◆ **Exercise material**:
[Start of section]

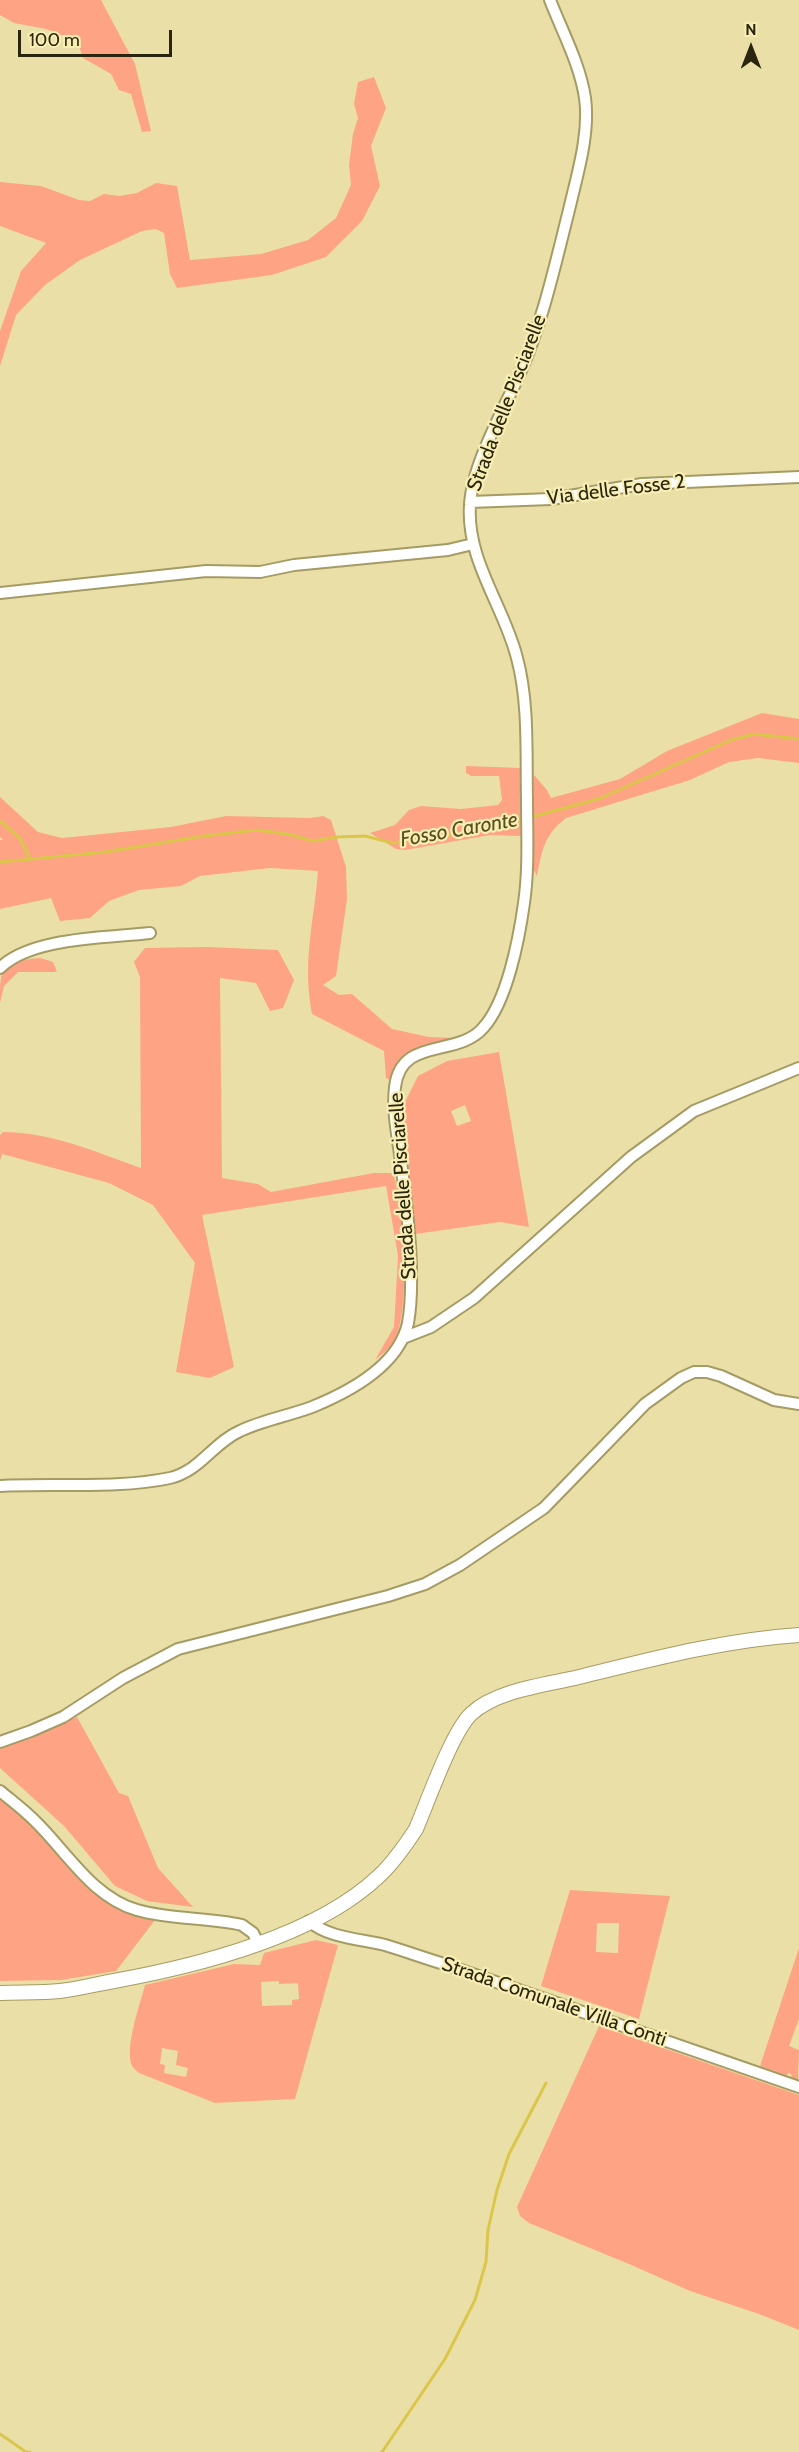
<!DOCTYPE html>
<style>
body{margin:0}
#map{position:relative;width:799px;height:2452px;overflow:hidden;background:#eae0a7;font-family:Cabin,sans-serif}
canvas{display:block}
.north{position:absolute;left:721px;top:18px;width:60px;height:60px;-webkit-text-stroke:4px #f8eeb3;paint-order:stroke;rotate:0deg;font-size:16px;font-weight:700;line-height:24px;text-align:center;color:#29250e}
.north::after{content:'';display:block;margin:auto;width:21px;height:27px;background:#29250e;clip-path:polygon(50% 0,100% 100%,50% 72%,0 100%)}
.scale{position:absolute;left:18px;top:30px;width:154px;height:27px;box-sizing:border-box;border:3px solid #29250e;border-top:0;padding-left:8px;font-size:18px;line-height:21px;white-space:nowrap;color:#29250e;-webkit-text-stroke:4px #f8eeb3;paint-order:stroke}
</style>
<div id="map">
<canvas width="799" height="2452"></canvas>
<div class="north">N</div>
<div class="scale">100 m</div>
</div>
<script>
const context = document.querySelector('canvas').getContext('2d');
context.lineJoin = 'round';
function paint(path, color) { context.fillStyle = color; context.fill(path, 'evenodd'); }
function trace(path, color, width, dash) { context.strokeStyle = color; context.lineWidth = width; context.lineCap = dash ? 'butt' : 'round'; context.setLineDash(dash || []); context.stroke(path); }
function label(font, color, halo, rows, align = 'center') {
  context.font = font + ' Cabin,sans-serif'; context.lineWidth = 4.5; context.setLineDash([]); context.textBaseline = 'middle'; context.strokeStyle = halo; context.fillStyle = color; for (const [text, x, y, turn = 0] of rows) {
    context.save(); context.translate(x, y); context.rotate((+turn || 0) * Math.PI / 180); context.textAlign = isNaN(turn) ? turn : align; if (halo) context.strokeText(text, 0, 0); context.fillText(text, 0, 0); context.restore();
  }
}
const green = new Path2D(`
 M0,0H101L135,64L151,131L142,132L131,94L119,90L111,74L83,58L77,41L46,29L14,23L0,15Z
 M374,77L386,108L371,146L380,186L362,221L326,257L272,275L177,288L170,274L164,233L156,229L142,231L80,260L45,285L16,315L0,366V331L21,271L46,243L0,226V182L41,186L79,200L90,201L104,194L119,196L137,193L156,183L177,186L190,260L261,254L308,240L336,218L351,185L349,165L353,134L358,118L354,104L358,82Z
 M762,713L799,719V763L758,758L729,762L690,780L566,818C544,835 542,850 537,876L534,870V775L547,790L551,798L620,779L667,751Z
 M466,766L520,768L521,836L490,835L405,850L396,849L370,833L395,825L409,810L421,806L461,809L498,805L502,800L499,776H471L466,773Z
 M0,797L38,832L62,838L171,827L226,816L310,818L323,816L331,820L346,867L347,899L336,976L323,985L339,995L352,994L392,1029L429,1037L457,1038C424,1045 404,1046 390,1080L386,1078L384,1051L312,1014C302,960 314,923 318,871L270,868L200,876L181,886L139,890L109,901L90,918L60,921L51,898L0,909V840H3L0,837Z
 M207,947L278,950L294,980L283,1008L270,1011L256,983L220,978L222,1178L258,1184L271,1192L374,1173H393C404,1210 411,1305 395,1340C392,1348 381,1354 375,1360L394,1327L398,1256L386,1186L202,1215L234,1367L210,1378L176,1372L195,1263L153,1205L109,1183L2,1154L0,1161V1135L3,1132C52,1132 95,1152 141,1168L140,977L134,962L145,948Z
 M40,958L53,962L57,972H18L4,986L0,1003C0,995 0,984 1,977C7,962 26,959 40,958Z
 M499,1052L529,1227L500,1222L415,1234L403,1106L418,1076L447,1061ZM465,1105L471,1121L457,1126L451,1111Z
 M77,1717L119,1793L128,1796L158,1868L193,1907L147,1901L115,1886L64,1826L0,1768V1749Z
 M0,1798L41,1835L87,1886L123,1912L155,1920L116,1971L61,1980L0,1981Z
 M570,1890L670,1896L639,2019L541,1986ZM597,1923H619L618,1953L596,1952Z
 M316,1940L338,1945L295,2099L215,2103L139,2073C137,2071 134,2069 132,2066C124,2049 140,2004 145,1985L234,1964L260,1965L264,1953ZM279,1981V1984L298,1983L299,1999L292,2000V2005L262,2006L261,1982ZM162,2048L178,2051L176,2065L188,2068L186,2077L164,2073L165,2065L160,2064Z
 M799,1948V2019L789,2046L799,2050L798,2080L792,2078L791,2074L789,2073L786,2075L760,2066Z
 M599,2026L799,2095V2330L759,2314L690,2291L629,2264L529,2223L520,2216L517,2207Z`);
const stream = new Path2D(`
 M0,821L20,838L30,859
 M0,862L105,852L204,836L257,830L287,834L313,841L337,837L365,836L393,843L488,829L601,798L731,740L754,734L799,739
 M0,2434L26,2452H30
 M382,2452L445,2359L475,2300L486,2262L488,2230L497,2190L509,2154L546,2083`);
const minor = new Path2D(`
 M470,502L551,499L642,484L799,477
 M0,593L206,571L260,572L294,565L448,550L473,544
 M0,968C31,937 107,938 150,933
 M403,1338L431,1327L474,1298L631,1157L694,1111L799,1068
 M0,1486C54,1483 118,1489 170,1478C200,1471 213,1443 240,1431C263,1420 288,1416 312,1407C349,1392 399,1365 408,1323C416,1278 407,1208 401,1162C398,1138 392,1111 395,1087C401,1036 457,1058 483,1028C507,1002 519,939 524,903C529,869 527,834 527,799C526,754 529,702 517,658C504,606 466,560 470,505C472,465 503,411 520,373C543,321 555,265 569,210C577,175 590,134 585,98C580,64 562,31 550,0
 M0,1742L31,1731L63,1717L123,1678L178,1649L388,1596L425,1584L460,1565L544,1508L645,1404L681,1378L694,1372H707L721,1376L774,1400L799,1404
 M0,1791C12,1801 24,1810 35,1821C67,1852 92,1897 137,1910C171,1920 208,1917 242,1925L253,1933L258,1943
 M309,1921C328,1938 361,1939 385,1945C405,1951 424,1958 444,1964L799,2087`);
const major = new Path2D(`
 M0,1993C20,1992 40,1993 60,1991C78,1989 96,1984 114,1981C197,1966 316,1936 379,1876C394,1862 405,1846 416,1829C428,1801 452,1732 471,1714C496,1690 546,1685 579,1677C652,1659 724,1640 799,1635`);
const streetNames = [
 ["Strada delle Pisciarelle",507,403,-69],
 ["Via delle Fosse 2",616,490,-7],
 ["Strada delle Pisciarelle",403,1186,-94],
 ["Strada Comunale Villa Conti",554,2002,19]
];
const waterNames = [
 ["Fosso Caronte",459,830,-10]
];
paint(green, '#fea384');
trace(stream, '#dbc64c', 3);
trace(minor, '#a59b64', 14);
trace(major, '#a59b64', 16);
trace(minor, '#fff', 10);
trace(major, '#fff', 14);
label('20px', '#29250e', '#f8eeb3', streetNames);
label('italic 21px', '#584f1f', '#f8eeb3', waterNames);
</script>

[End of section]

◆ **Activity**:
For this exercise, please copy exactly the lines from the one holding "M0,1993C20,1992 40,1993 60,1991C78,1989" through the end of the records, the first and last included.

◆ **Completed task**:
 M0,1993C20,1992 40,1993 60,1991C78,1989 96,1984 114,1981C197,1966 316,1936 379,1876C394,1862 405,1846 416,1829C428,1801 452,1732 471,1714C496,1690 546,1685 579,1677C652,1659 724,1640 799,1635`);
const streetNames = [
 ["Strada delle Pisciarelle",507,403,-69],
 ["Via delle Fosse 2",616,490,-7],
 ["Strada delle Pisciarelle",403,1186,-94],
 ["Strada Comunale Villa Conti",554,2002,19]
];
const waterNames = [
 ["Fosso Caronte",459,830,-10]
];
paint(green, '#fea384');
trace(stream, '#dbc64c', 3);
trace(minor, '#a59b64', 14);
trace(major, '#a59b64', 16);
trace(minor, '#fff', 10);
trace(major, '#fff', 14);
label('20px', '#29250e', '#f8eeb3', streetNames);
label('italic 21px', '#584f1f', '#f8eeb3', waterNames);
</script>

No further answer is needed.